> [WORK ITEM] Search the listing for the word "tools". Copy every line where it is found.

> [MATERIAL SHOWN]
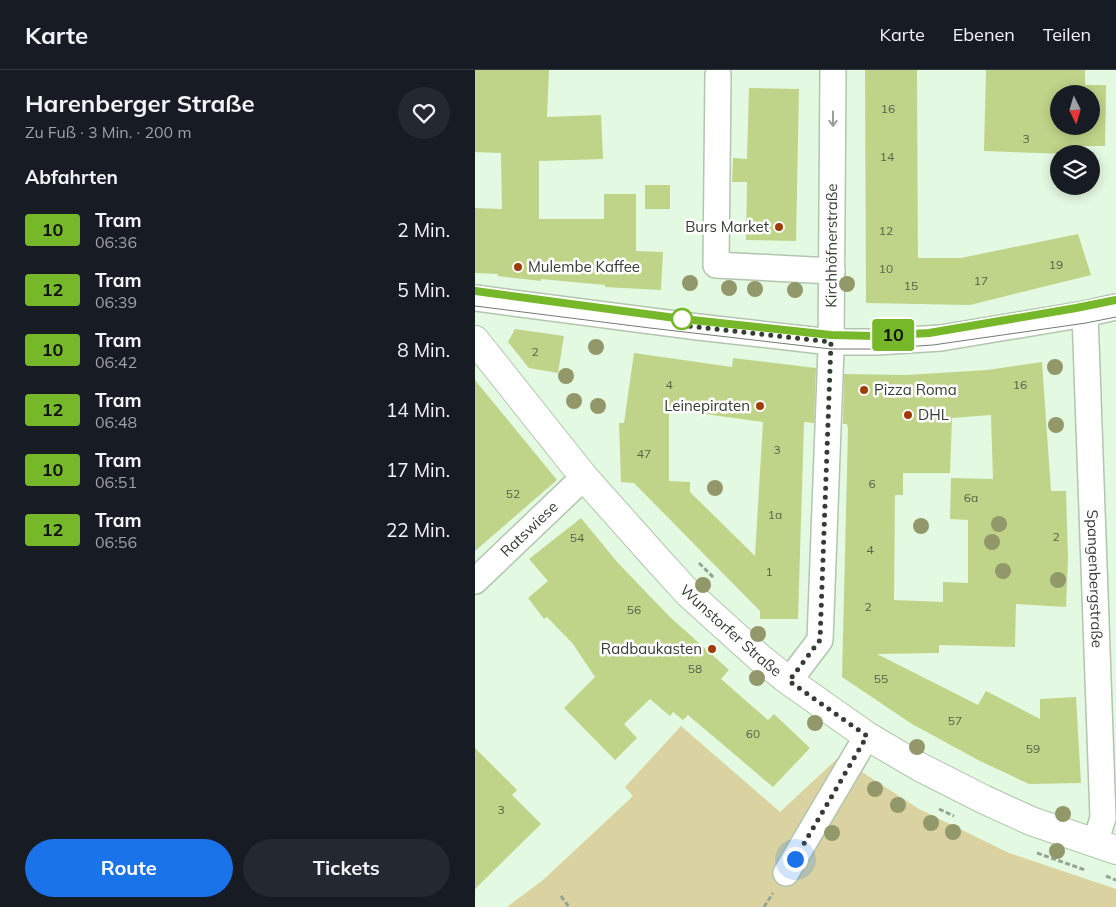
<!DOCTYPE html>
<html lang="de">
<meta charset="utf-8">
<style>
body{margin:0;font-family:Mulish,sans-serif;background:#242831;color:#f1f3f6;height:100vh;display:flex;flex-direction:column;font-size:19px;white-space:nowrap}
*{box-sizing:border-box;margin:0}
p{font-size:16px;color:#9ea1a6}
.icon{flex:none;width:28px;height:28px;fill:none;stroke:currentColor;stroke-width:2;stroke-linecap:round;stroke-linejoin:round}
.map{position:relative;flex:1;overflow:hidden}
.sheet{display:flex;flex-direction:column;background:#171b24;width:475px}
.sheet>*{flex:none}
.badge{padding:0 10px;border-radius:4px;font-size:18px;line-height:32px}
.needle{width:32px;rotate:175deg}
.tools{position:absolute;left:575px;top:15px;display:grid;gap:10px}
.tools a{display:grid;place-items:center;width:50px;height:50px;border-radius:50%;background:#171b24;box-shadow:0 2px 12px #0003;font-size:25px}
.you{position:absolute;width:25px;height:25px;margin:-12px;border:4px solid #fff;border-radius:50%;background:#1a73e8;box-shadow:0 0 0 8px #1a73e833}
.map>.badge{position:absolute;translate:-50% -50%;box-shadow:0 0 0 2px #fff}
h2{padding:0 25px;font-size:19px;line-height:45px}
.round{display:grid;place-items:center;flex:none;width:52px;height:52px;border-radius:26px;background:#242831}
.summary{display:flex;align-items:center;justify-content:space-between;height:85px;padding:0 25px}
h1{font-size:24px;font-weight:700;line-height:38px}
.action{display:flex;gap:10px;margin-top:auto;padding:10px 25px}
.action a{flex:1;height:58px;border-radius:30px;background:#1a73e8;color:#fff;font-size:20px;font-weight:700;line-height:58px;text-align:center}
.action a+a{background:#242831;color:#f1f3f6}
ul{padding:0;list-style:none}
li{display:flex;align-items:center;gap:15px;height:60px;padding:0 25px}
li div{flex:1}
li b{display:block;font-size:19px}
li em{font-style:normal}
li .badge{min-width:55px;font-weight:700;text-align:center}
header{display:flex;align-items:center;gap:30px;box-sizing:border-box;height:70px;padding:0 25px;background:#171b24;border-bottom:1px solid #363941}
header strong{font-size:24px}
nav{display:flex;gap:28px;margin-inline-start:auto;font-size:18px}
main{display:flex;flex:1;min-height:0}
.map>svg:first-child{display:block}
.green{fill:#dad3a1}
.building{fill:#bfd489;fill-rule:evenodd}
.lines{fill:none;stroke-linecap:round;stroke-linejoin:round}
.minor-casing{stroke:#b2c5ae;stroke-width:28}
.major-casing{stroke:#b2c5ae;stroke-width:30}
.path{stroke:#95a493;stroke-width:3;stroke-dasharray:5 2.5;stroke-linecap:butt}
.minor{stroke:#fff;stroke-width:25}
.major{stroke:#fff;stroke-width:28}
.tram{stroke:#717d6f;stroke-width:1}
.tree{fill:#93986a}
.oneway{stroke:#9a9e99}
.line-casing{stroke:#fff;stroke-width:11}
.line{stroke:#76b82a;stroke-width:8}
.walk{stroke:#343c33;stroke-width:5;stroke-dasharray:0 9}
.poi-dot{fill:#9f3c02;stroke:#fff;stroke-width:2}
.stop-dot{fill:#fff;stroke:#76b82a;stroke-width:2.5}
.labels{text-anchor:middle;stroke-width:5;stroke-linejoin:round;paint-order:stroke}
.number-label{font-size:12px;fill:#576248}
.poi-label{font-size:15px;fill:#343c33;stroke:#fff;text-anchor:end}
.street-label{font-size:15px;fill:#343c33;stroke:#fff}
</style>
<header>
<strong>Karte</strong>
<nav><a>Karte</a><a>Ebenen</a><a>Teilen</a></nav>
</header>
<main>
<section class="sheet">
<div class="summary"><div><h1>Harenberger Straße</h1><p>Zu Fuß · 3 Min. · 200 m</p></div><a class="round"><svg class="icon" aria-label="heart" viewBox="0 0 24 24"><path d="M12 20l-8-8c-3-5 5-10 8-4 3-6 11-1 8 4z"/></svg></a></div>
<h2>Abfahrten</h2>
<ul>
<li><span class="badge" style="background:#76b82a;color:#111">10</span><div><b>Tram</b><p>06:36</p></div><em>2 Min.</em></li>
<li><span class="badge" style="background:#76b82a;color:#111">12</span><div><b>Tram</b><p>06:39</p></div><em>5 Min.</em></li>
<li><span class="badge" style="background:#76b82a;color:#111">10</span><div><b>Tram</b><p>06:42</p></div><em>8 Min.</em></li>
<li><span class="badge" style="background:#76b82a;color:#111">12</span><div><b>Tram</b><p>06:48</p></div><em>14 Min.</em></li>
<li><span class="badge" style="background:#76b82a;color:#111">10</span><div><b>Tram</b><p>06:51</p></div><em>17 Min.</em></li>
<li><span class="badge" style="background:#76b82a;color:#111">12</span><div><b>Tram</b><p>06:56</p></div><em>22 Min.</em></li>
</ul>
<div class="action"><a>Route</a><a>Tickets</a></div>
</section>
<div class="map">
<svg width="641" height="837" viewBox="0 0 641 837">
<rect width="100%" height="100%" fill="#e4f9e1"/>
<polygon class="green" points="206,656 305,742 364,687 444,739 534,783 641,819 641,837 32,837 68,810 158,726 150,717"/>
<g class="building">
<polygon points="0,0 74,0 72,47 126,45 128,89 64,91 64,149 129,149 129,124 161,124 161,181 188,182 186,220 130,217 130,215 66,209 66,211 23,206 23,204 0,203 0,138 27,139 26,83 0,82"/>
<polygon points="390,0 442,0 443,188 486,188 603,164 616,205 495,235 391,233"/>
<path d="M511,0H610V15H631L630,76H593V84L509,81ZM584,24H616V56H584Z"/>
<polygon points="274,18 324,19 321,171 271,170 272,112 257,112 258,88 272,89"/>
<rect x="170" y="115" width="25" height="24"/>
<polygon points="40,259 89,266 83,303 54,298 33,272"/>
<path d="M159,283L257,297L258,288L341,298L339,353L329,352L323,549H285V541L159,413L146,412L144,353H149ZM194,339L288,352L280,486L215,422V412L194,411Z"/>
<path d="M567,292L576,421H591L593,488L591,537L541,534L540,577L464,575V583L402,584L503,635L511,621L565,649V629L601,627L606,713L554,714L505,691L437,654L367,607L373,359L372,354H368L369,304L431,305L512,300ZM516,345L518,409L476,408L475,449L493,450V513L468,512V532L419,530L420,425H428V403H475L477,348Z"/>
<polygon points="0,310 82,410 0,481"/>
<polygon points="106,448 143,493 195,547 254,600 246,609 293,650 299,644 335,678 298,717 213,645 208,650 198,642 195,646 175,629 149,654 162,668 140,690 89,638 120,607 98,574 72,547 69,549 53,528 73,511 54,489"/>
<polygon points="0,678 42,720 37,725 66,754 0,819"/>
</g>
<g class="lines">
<defs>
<g id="minor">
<polyline points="243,5 241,195 357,201"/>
<polyline points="0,228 223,257 356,272 402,272 466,268 610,244 641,237"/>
<path id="s1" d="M610,244L628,748L620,773"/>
<path id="s2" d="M0,511L109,407"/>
<path id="s3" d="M314,611L345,570L356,279L358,0"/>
<polyline points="311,803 392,666"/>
</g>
<g id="major">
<path id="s4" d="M0,270L109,407L182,489L213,523L285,588L314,611L392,666L443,696L508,729L556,751L641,780"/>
</g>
</defs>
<use href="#minor" class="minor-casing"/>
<use href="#major" class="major-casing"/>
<g class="path">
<polyline points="224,493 239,508"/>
<polyline points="464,739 479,746"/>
<polyline points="562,783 610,800"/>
<polyline points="631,806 641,810"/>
<polyline points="86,826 94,837"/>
<polyline points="289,837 298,823"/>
</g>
<use href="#minor" class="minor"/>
<use href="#major" class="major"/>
<g class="tram">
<polyline points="0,221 207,249 356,265 401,266 454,263 601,238 641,230"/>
<polyline points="0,236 175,258 356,279 398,279 458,275 611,253 641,247"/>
</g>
</g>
<g class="tree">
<circle cx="215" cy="213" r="8"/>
<circle cx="372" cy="214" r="8"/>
<circle cx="254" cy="218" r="8"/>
<circle cx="280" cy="219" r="8"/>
<circle cx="320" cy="220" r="8"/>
<circle cx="121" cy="277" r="8"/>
<circle cx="580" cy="297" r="8"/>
<circle cx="91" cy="306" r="8"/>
<circle cx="99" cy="331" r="8"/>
<circle cx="123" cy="336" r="8"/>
<circle cx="581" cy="355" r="8"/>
<circle cx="240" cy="418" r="8"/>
<circle cx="524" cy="454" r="8"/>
<circle cx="446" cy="456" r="8"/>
<circle cx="517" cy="472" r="8"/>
<circle cx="528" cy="501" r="8"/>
<circle cx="583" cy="510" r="8"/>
<circle cx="228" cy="515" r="8"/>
<circle cx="283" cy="564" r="8"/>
<circle cx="282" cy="608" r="8"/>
<circle cx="340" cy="653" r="8"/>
<circle cx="442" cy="677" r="8"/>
<circle cx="400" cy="719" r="8"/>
<circle cx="423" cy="735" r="8"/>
<circle cx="588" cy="744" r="8"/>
<circle cx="456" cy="753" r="8"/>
<circle cx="478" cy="762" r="8"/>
<circle cx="357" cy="763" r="8"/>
<circle cx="582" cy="781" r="8"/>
</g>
<defs><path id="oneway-shaft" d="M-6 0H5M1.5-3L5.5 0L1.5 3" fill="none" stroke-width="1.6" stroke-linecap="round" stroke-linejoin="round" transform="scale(1.25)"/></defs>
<use class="oneway" href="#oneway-shaft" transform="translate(358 49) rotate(90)"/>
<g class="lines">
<defs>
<polyline id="line" points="0,221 208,249 356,265 401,266 454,263 601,238 641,230"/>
</defs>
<use href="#line" class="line-casing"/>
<use href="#line" class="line"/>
<polyline class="walk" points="207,249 204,255 356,272 345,570 314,611 392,666 320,789"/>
</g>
<g class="poi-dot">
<circle cx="304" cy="157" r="5"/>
<circle cx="43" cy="197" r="5"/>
<circle cx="389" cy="320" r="5"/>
<circle cx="285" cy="336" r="5"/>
<circle cx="433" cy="345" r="5"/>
<circle cx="237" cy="579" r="5"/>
</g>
<circle class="stop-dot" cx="207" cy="249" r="10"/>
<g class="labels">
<g class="number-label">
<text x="413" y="43">16</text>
<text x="551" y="73">3</text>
<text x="412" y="91">14</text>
<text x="411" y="165">12</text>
<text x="581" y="199">19</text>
<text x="411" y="203">10</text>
<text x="506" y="215">17</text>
<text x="436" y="220">15</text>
<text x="60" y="286">2</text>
<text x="194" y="319">4</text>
<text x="545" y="319">16</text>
<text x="302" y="384">3</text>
<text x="169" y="388">47</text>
<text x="397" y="418">6</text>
<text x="38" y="428">52</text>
<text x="496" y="432">6a</text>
<text x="300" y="449">1a</text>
<text x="581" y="471">2</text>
<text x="102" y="472">54</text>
<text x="395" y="484">4</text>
<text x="294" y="506">1</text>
<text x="393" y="541">2</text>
<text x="159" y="544">56</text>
<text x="220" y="603">58</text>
<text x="406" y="613">55</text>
<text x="480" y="655">57</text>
<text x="278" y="668">60</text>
<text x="558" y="683">59</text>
<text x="26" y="744">3</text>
</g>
<g class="poi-label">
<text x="294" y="162">Burs Market</text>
<text x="53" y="202" text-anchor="start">Mulembe Kaffee</text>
<text x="399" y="325" text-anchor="start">Pizza Roma</text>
<text x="275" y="341">Leinepiraten</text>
<text x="443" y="350" text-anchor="start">DHL</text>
<text x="227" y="584">Radbaukasten</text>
</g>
<g class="street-label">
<text dy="5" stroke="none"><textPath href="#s3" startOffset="446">Kirchhöfnerstraße</textPath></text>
<text dy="5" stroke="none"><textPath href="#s2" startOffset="75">Ratswiese</textPath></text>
<text dy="5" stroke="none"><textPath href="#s1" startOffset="265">Spangenbergstraße</textPath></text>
<text dy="5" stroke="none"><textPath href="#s4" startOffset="388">Wunstorfer Straße</textPath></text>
</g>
</g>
</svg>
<div class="tools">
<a><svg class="needle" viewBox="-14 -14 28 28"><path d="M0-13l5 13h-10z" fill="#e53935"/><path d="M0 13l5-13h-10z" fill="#9ea1a6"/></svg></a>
<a><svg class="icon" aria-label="layers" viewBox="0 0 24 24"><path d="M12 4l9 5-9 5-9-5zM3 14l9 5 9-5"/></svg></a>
</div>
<div class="you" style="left:320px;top:789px"></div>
<b class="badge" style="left:418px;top:265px;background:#76b82a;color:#111">10</b>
</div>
</main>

> [YOUR SOLUTION]
.tools{position:absolute;left:575px;top:15px;display:grid;gap:10px}
.tools a{display:grid;place-items:center;width:50px;height:50px;border-radius:50%;background:#171b24;box-shadow:0 2px 12px #0003;font-size:25px}
<div class="tools">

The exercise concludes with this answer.